ASSIGNED TASK - Transcribe the stretch of entries below from the line with "function write(font, color, halo, rows, align" through the line with "context.font = font", exactly and with both ends included; leave out all other lines.
*** EXCERPTED RECORDS
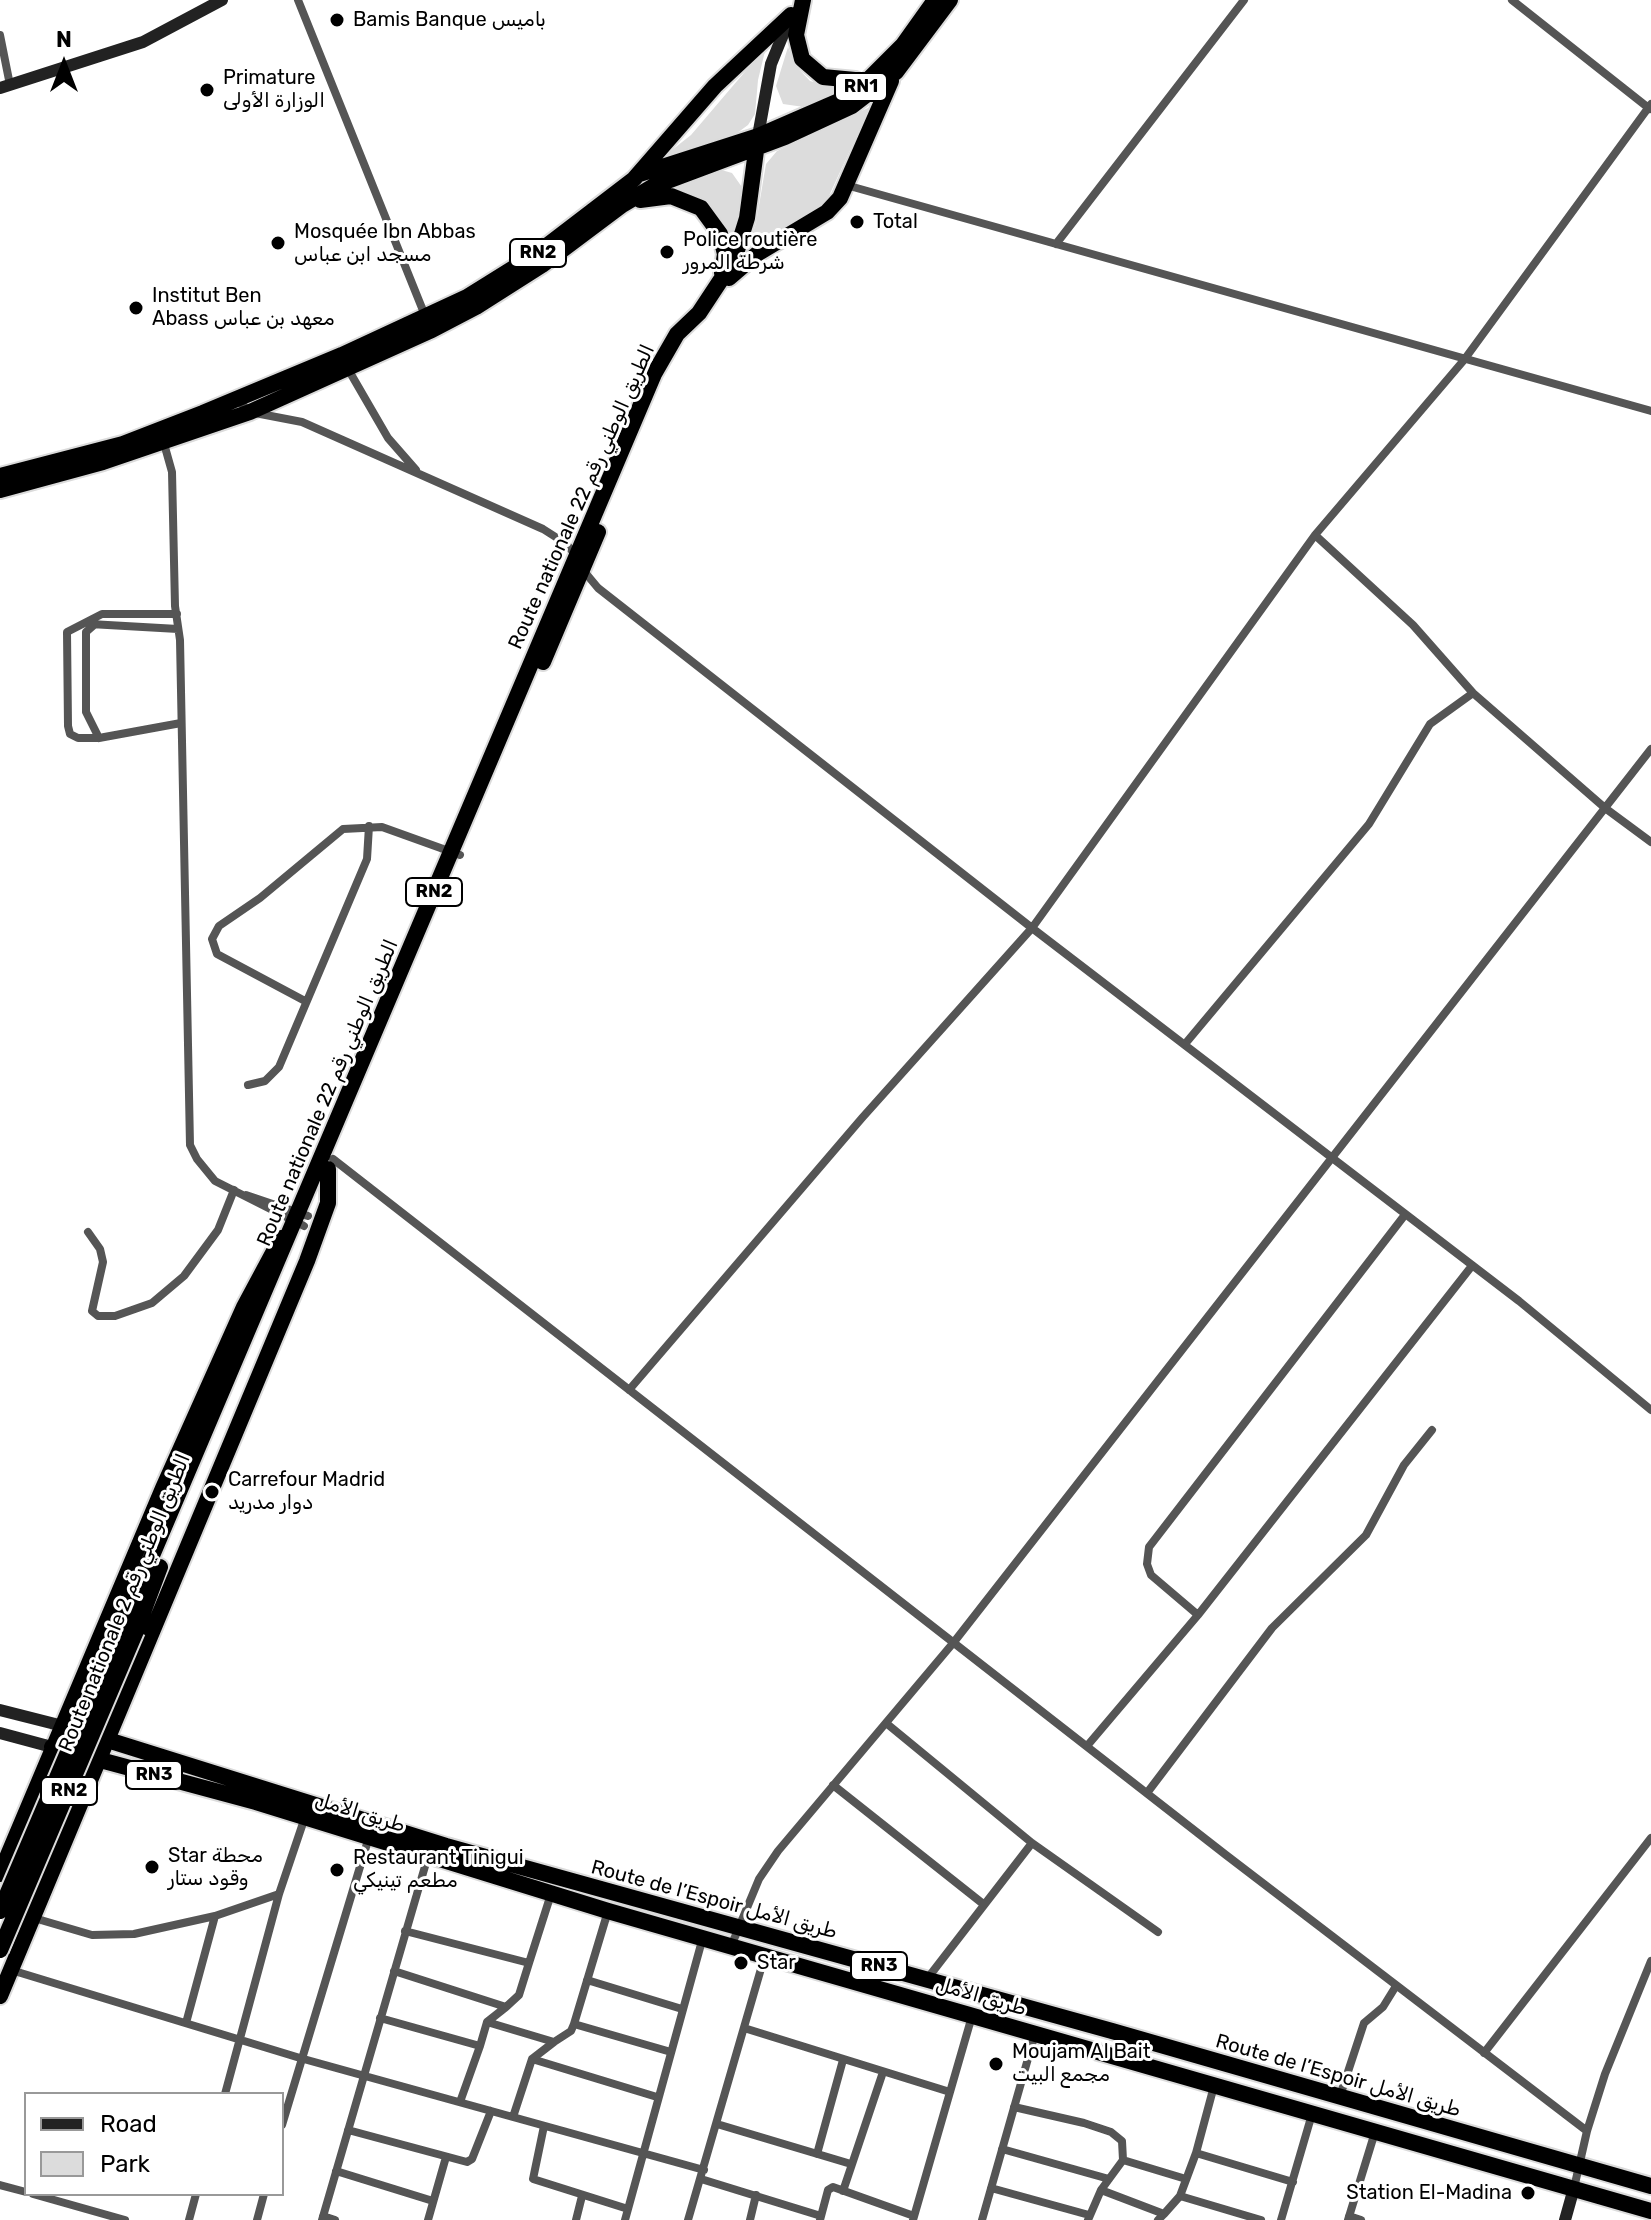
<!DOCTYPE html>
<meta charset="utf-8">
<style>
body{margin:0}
#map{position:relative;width:1651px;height:2220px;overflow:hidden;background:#fff;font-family:Rubik,sans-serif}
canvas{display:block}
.legend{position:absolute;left:24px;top:2092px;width:260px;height:104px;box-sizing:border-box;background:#fff;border:2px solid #999;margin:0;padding:10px 14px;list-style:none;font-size:24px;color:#000}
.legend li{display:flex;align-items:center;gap:16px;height:40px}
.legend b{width:40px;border:2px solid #999}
.north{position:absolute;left:24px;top:24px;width:80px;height:80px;-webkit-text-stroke:6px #fff;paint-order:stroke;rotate:0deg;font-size:22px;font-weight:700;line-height:32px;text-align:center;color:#000}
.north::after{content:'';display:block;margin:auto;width:28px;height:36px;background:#000;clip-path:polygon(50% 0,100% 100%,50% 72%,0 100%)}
</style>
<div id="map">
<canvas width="1651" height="2220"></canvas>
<ul class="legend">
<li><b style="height:10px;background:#222"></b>Road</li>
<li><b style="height:22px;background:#dcdcdc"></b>Park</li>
</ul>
<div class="north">N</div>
</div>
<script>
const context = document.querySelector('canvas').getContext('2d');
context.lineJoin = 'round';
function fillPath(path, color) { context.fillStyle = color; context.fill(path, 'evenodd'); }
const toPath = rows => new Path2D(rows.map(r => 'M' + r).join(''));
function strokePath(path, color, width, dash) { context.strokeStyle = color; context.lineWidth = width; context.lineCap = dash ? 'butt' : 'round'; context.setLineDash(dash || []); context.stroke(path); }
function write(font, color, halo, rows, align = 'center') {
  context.font = font + ' Rubik,"Noto Naskh Arabic",sans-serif'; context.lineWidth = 6; context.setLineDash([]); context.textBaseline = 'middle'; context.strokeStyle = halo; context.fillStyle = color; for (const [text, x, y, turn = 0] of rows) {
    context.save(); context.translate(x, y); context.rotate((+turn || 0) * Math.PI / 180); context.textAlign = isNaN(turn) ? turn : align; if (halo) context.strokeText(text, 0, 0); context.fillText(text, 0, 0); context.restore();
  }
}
fillPath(toPath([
 [766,47,758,80,755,114,748,125,733,136,658,161,691,135],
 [788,47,796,66,810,81,835,88,852,86,804,107,783,104,776,86],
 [870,107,828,198,814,212,774,233,745,256,756,223,766,164,777,151],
 [718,169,732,173,744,190,738,229,732,246,728,231,714,211,704,203,668,188]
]), '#dcdcdc');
const highway = toPath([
 [803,0,796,35,802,59,823,77,855,80,869,87],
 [640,174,758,136,841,100,862,86,903,45,935,0],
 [640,200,671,196,701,208,720,234,725,254,722,273],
 [729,278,757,254,827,212,840,198,891,81],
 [0,476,123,444,203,413,342,355,467,297,536,254,634,179,715,86,791,15],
 [0,490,103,462,250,412,432,330,476,307,542,265,622,205,654,186,785,137,852,106,896,72,950,0],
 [543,662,598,532],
 [122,1626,654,374,677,334,699,313,734,260,747,218,758,136],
 [136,1631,160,1567],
 [63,1726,446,1846,1112,2031,1651,2186],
 [52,1747,256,1802,608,1911,1651,2211],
 [0,1874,163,1488,244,1307,281,1238],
 [0,1996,307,1261,328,1203,328,1169]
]);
strokePath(highway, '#dbdbdb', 20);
strokePath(toPath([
 [298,0,426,318],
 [1512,0,1650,109],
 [0,35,10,85],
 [846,185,1651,411],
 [1056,244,1244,0],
 [348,369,388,438,416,470],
 [238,400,250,412,302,422,543,529,565,543,578,557],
 [163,440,172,472,175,606,180,640,190,1145,197,1159,215,1181,304,1226],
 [1315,535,1413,625,1473,693,1605,808,1651,842],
 [583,570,598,588,1032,928,1519,1301,1651,1410],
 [177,614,102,614,67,632,68,726,70,734,78,738,99,738,181,723],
 [90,624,178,629],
 [94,625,86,632,86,712,99,738],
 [305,1001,217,954,212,939,219,926,260,898,343,829,382,827,460,855],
 [1185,1044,1369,824,1430,724,1473,693],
 [248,1085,265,1081,279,1067,367,859,369,826],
 [333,1159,1226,1855,1587,2131],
 [246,1195,308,1216],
 [88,1232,100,1249,103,1262,92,1311,98,1316,115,1316,152,1303,184,1276,218,1230,234,1190],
 [629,1390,862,1118,1032,928,1315,535,1464,360,1651,104],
 [1198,1615,1151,1575,1147,1564,1149,1547,1404,1216],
 [886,1723,1032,1843,1158,1932],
 [1087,1746,1198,1615,1471,1267],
 [833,1785,982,1903],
 [1147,1793,1272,1628,1366,1535,1404,1465,1432,1430],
 [34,1918,92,1935,134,1934,215,1916,279,1894],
 [405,1931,529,1963,551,1894],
 [732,1944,759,1879,778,1851,954,1642,1651,749],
 [11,1970,300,2058,704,2170],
 [394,1971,506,2007,519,1995,529,1963],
 [927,1979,1032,1843],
 [587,1980,682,2009],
 [380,2018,480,2046,460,2102],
 [487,2022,554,2042,532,2059,513,2117],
 [186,2023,215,1916],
 [574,2024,608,1911],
 [744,2028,950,2092],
 [554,2042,571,2031,574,2024,671,2052],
 [480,2046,487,2022,506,2007],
 [1484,2053,1651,1838],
 [532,2059,657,2097],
 [225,2094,279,1894,305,1817],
 [1340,2096,1364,2023,1383,2007,1396,1986],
 [1014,2107,1084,2123,1111,2132,1122,2141,1123,2160,1101,2190,1088,2220],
 [717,2124,851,2164],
 [282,2125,369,1837],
 [544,2126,533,2179,628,2209],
 [348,2130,467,2162,472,2159,491,2111],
 [1002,2149,1109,2179],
 [1196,2153,1214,2086],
 [817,2154,843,2060],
 [1123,2160,1186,2179],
 [336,2171,433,2201],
 [701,2179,821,2216],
 [0,2185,26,2192],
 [991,2188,1089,2215],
 [1574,2188,1587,2131,1605,2074,1651,1961],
 [1101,2190,1164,2214,1158,2220],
 [843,2191,883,2072],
 [33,2194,125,2220],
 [1180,2196,1261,2220],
 [1164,2214,1180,2196,1196,2153,1293,2182],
 [323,2216,335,2220],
 [1349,2216,1361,2220],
 [189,2220,196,2194],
 [257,2220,264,2194],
 [322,2220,428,1856],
 [428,2220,446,2157],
 [576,2220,582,2196],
 [625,2220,703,1937],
 [688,2220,765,1955],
 [750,2220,756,2195],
 [820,2220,828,2190,833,2187,914,2216],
 [913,2220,972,2016],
 [982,2220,1035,2034],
 [1281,2220,1312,2114],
 [1348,2220,1375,2132]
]), '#555', 8);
strokePath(toPath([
 [0,88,143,42,222,0],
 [758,136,771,64,789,20],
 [0,1710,63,1726],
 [0,1733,52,1747],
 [1565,2220,1574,2188]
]), '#222', 12);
strokePath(highway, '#000', 16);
const highwayBridge = toPath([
 [0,1911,122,1626],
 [0,1950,136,1631]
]);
strokePath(highwayBridge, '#dbdbdb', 20, []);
strokePath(highwayBridge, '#000', 16);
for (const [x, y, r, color] of [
 [337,20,8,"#000"],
 [207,90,8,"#000"],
 [857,222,8,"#000"],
 [278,243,8,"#000"],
 [667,252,8,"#000"],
 [136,308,8,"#000"],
 [212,1492,8,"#000"],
 [152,1867,8,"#000"],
 [337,1870,8,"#000"],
 [741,1963,8,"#000"],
 [996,2064,8,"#000"],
 [1528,2193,8,"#000"]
]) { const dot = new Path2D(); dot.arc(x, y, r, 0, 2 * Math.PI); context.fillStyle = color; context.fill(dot); strokePath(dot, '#fff', 3); }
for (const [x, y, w] of [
 [861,87,52],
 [538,253,56],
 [434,892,56],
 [154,1775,56],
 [69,1791,56],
 [879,1966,56]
]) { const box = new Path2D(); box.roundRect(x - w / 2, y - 14, w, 28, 6); context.fillStyle = '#fff'; context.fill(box); strokePath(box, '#000', 2); }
write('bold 18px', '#000', null, [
 ["RN1",861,87],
 ["RN2",538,253],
 ["RN2",434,892],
 ["RN3",154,1775],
 ["RN2",69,1791],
 ["RN3",879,1966]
]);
write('20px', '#000', '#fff', [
 ["Bamis Banque باميس",353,20],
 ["Primature",223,78],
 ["الوزارة الأولى",223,101],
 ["Total",873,222],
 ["Mosquée Ibn Abbas",294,232],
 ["مسجد ابن عباس",294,255],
 ["Police routière",683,240],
 ["شرطة المرور",683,263],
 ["Institut Ben",152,296],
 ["Abass معهد بن عباس",152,319],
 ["Carrefour Madrid",228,1480],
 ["دوار مدريد",228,1503],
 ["Star محطة",168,1856],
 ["وقود ستار",168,1879],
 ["Restaurant Tinigui",353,1858],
 ["مطعم تينيكي",353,1881],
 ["Star",757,1963],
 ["Moujam Al Bait",1012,2052],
 ["مجمع البيت",1012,2075],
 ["Station El-Madina",1512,2193,"right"]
], 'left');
write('20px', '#000', '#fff', [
 ["Route nationale 22 الطريق الوطني رقم",582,497,-66],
 ["Route nationale 22 الطريق الوطني رقم",328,1093,-67],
 ["Route nationale الطريق الوطني رقم 2",125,1603,-68],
 ["طريق الأمل",360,1813,17],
 ["Route de l’Espoir طريق الأمل",714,1900,15],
 ["طريق الأمل",981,1997,16],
 ["Route de l’Espoir طريق الأمل",1338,2076,16]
]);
</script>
******
RESPONSE AREA -
function write(font, color, halo, rows, align = 'center') {
  context.font = font + ' Rubik,"Noto Naskh Arabic",sans-serif'; context.lineWidth = 6; context.setLineDash([]); context.textBaseline = 'middle'; context.strokeStyle = halo; context.fillStyle = color; for (const [text, x, y, turn = 0] of rows) {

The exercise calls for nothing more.